:: Work instructions ::
Which lines of the records contain the word "Hinteregger"? Copy each one.

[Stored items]
*** Begin section ***
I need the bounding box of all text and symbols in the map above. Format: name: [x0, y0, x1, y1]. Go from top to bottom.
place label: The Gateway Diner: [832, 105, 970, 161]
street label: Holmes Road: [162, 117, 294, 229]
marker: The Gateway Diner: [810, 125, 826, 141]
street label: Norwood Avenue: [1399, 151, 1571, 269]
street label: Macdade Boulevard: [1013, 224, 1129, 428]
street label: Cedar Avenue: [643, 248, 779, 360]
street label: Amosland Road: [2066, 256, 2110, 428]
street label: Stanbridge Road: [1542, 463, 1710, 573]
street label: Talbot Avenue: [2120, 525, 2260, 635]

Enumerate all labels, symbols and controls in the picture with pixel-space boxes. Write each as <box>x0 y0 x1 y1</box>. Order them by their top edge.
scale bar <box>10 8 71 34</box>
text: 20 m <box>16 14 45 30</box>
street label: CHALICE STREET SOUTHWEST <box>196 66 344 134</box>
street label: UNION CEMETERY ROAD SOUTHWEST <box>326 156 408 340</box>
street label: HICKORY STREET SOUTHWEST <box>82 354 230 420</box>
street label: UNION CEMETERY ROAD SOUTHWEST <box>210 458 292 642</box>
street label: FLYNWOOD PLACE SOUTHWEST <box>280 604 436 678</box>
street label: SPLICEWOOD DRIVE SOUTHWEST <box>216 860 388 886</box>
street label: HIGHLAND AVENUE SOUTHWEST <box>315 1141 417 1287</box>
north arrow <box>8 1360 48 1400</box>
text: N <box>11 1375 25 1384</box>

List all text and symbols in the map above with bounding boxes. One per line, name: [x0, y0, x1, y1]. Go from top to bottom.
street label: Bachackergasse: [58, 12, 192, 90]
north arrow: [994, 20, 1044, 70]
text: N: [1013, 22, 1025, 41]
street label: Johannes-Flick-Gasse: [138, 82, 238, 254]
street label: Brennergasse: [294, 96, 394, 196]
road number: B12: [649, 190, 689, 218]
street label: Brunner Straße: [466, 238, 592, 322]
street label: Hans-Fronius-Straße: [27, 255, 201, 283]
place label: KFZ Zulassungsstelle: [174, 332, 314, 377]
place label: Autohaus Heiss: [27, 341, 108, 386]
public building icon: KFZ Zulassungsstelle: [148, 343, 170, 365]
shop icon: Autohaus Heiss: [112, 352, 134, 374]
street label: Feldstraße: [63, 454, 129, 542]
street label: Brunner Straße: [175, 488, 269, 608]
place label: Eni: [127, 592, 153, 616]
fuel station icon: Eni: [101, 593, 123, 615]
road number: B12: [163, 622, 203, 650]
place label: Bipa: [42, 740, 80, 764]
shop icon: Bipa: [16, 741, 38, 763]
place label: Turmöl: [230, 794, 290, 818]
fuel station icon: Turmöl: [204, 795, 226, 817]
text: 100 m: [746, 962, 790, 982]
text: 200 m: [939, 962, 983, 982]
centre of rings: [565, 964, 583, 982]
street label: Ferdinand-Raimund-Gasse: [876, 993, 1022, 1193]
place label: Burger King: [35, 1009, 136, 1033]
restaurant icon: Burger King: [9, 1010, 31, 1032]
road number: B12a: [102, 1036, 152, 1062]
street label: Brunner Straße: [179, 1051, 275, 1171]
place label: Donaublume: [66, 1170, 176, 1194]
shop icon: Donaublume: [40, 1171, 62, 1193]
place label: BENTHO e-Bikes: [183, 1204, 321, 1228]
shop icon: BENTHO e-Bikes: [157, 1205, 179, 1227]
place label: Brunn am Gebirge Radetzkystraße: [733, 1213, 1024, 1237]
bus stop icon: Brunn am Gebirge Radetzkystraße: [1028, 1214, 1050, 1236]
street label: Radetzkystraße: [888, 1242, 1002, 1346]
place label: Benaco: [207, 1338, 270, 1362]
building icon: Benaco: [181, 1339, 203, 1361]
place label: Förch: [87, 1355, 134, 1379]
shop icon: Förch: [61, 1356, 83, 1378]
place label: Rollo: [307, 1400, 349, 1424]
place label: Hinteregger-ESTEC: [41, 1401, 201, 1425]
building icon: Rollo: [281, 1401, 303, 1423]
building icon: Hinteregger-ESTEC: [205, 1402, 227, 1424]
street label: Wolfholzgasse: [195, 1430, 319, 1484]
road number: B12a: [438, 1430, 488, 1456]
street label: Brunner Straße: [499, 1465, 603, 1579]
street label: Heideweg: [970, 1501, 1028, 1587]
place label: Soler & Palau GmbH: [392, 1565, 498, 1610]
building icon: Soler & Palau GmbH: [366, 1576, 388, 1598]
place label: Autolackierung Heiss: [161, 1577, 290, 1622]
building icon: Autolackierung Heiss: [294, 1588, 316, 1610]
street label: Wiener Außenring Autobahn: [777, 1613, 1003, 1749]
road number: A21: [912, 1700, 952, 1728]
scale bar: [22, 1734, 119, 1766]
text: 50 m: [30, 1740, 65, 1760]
*** End section ***
:: Response to the exercise ::
place label: Hinteregger-ESTEC: [41, 1401, 201, 1425]
building icon: Hinteregger-ESTEC: [205, 1402, 227, 1424]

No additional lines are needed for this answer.